* Record excerpts:
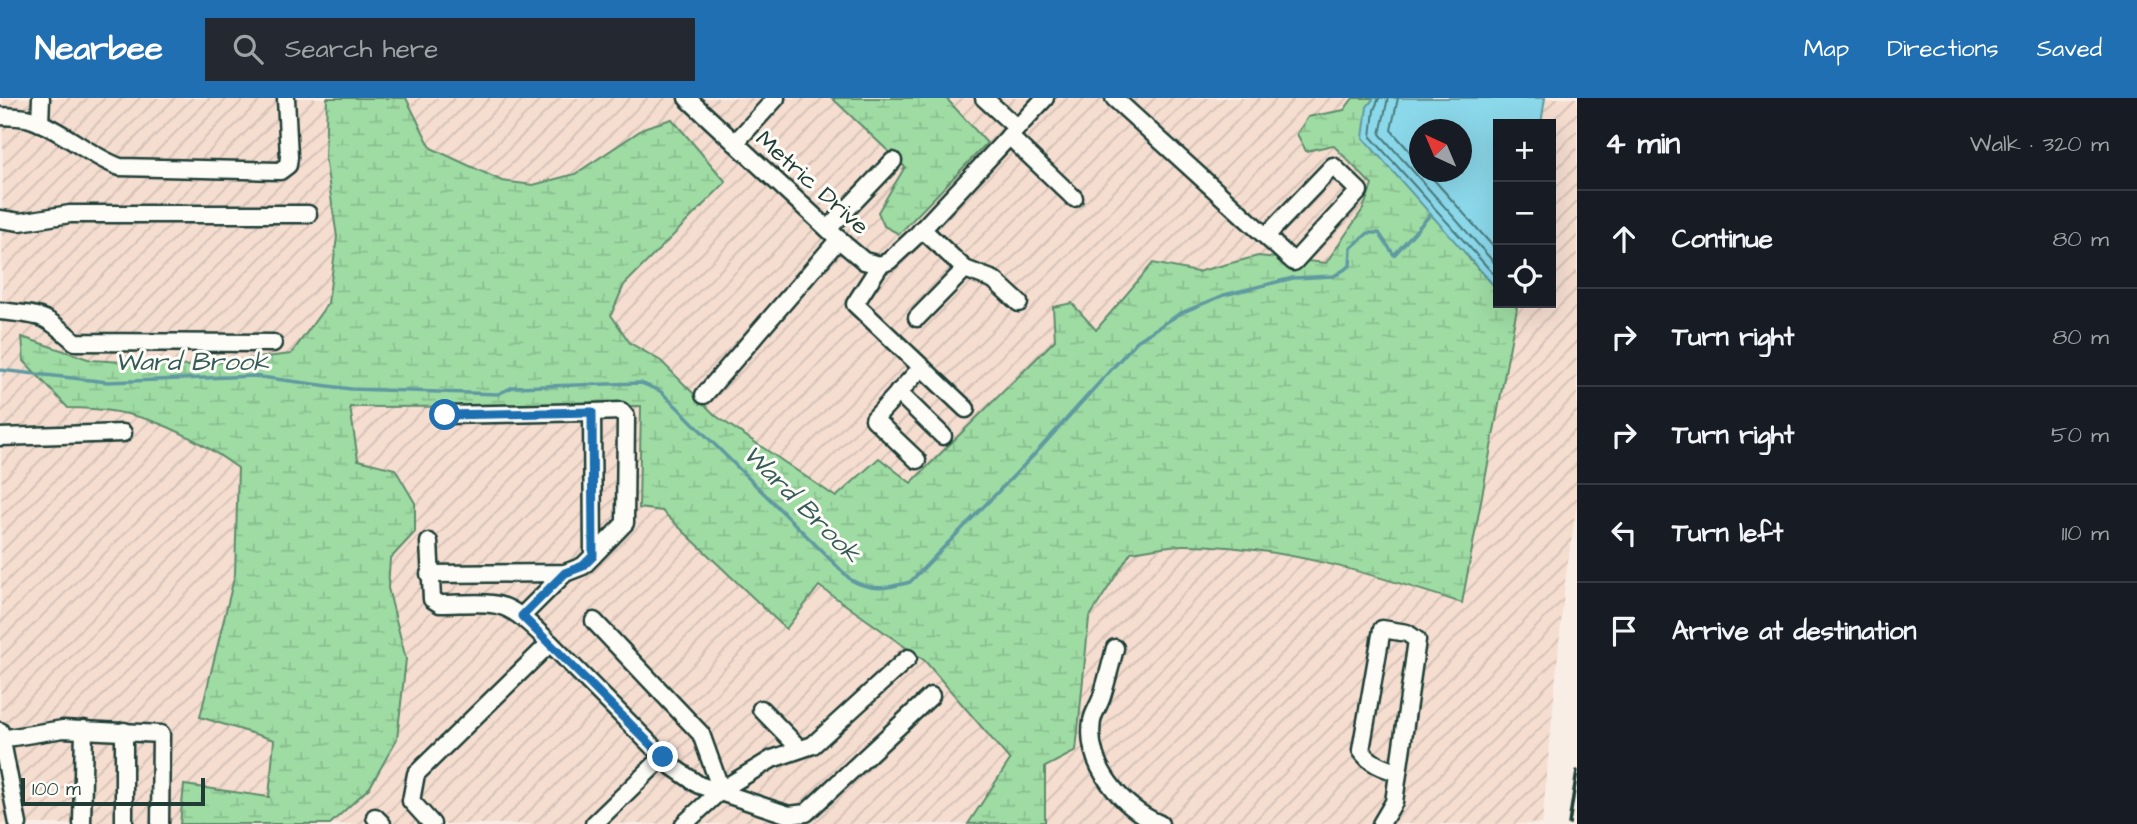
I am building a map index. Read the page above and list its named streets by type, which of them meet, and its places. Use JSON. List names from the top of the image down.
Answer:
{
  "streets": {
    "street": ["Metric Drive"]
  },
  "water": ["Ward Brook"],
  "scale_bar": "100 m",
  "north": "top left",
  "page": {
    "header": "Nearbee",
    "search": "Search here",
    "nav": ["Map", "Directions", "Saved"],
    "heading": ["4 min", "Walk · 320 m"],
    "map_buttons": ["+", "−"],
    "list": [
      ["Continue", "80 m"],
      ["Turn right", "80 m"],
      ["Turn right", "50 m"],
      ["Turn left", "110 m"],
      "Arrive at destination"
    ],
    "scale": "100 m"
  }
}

---

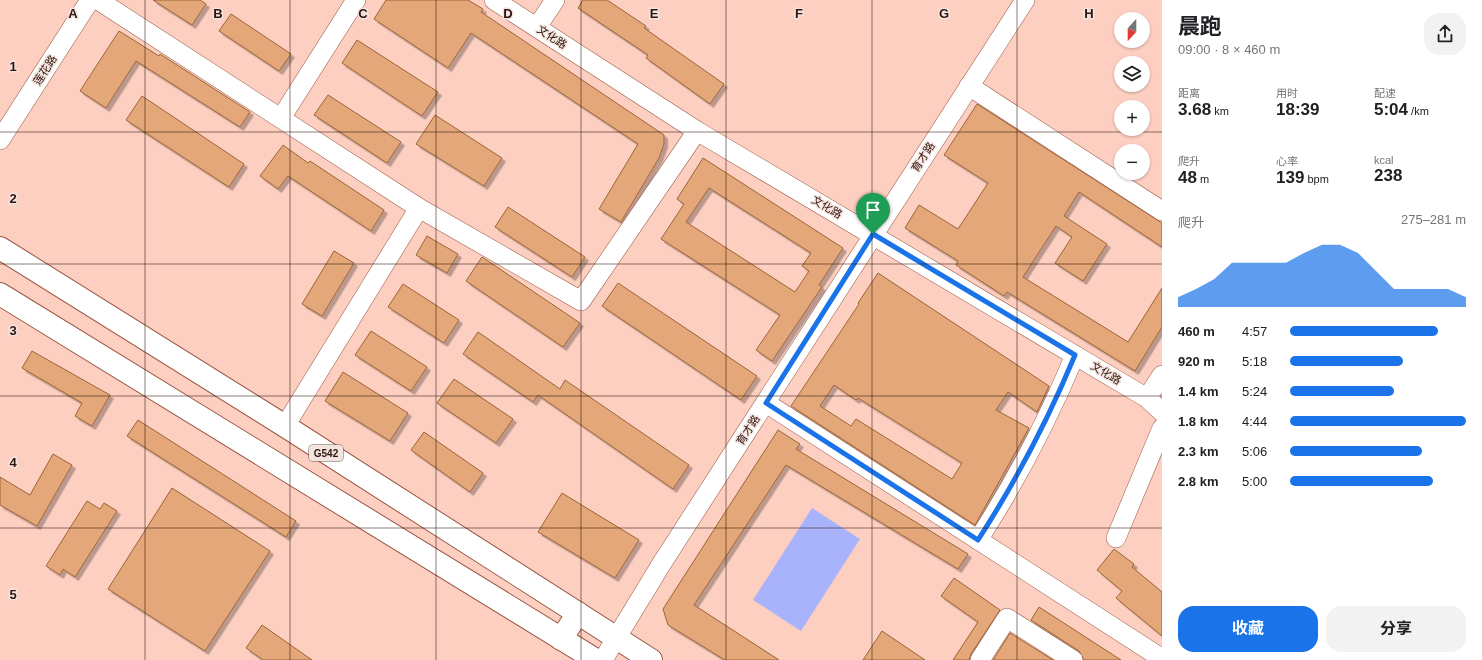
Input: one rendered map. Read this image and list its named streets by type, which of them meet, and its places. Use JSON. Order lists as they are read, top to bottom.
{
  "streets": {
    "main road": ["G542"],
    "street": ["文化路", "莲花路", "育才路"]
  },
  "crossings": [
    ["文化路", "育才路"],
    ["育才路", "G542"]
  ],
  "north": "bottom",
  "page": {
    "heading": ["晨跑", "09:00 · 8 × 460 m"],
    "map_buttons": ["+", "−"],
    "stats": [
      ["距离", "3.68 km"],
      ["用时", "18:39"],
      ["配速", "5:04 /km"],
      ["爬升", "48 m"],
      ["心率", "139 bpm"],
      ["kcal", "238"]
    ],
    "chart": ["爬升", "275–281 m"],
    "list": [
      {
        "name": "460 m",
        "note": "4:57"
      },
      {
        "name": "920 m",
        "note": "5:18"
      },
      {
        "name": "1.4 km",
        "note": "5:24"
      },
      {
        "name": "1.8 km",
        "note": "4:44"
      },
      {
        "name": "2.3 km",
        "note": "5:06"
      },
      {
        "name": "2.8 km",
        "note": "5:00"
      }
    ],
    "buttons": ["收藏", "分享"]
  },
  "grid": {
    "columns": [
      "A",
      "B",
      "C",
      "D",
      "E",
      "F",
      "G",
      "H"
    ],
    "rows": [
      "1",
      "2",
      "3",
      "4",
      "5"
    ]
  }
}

---

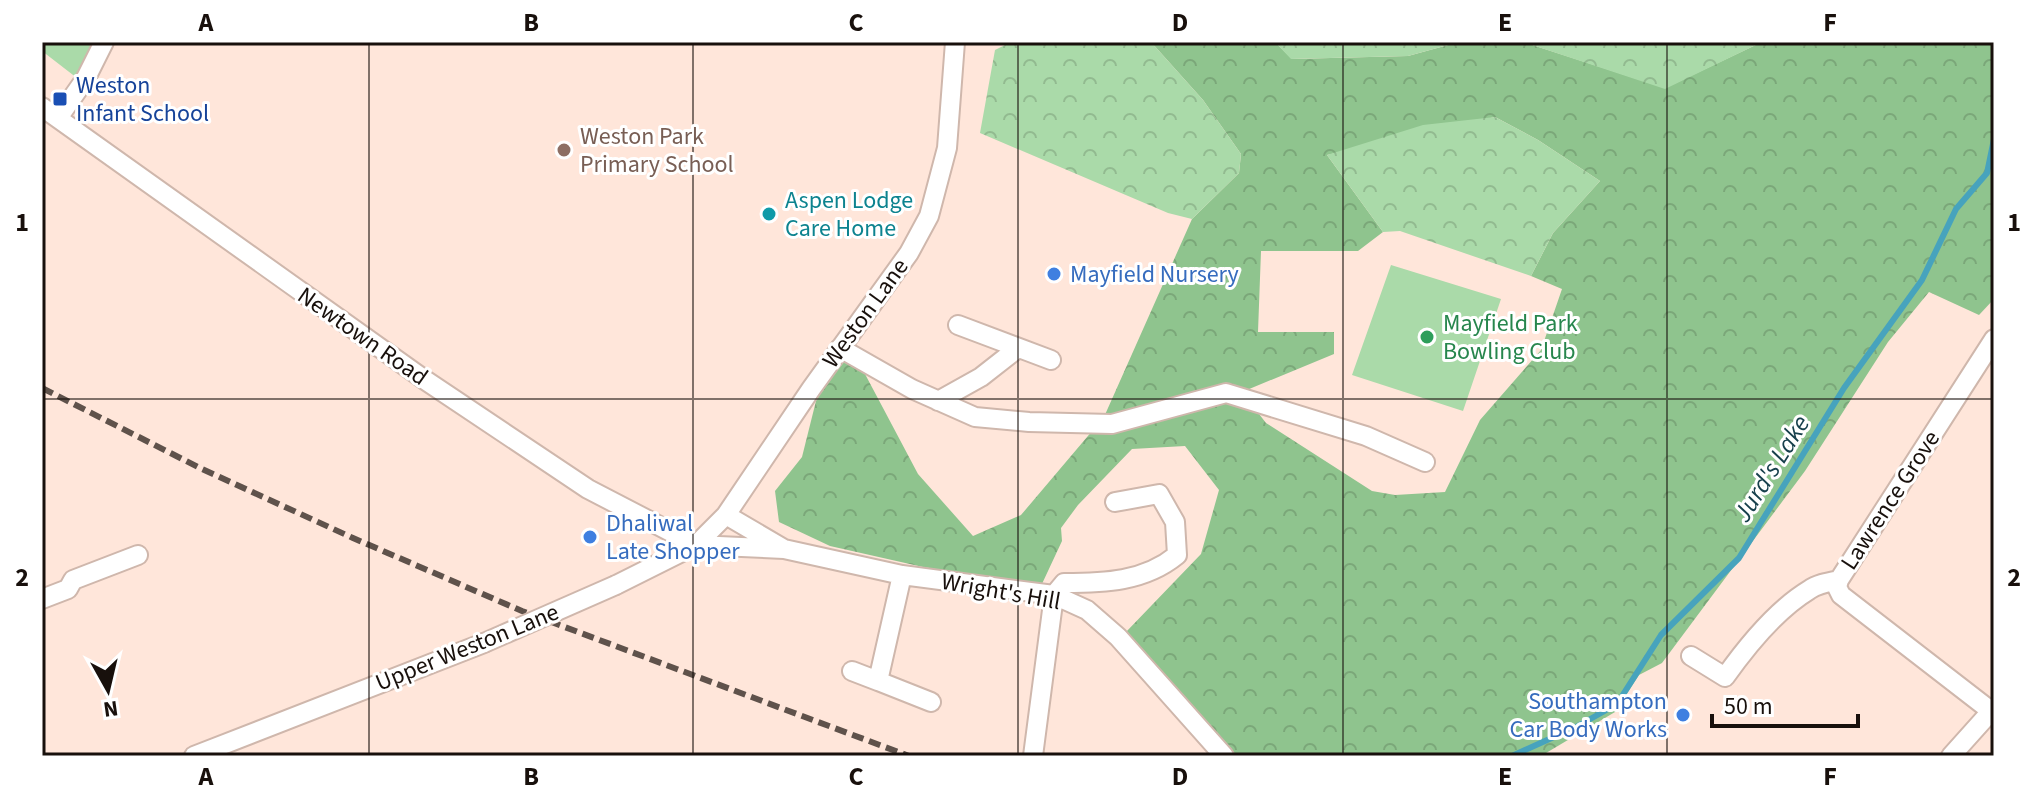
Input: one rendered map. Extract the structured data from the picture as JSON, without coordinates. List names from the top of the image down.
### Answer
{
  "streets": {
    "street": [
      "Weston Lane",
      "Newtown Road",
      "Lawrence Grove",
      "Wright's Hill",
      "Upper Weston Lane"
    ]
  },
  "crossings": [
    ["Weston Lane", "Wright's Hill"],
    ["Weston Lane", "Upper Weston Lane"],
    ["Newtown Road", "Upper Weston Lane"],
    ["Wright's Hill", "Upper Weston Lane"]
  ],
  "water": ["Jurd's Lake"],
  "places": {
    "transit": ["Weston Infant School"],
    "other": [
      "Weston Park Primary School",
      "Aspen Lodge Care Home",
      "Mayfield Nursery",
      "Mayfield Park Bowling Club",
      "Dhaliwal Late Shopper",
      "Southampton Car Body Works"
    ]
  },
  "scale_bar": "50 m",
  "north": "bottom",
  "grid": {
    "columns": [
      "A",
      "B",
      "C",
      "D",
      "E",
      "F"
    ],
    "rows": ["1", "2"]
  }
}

* What you will do: Pull together all lines from the data that mention the word "names".

* Exercise answer:
I am building a map index. Read the page above and list its named streets by type, which of them meet, and its places. Use JSON. List names from the top of the image down.
Input: one rendered map. Extract the structured data from the picture as JSON, without coordinates. List names from the top of the image down.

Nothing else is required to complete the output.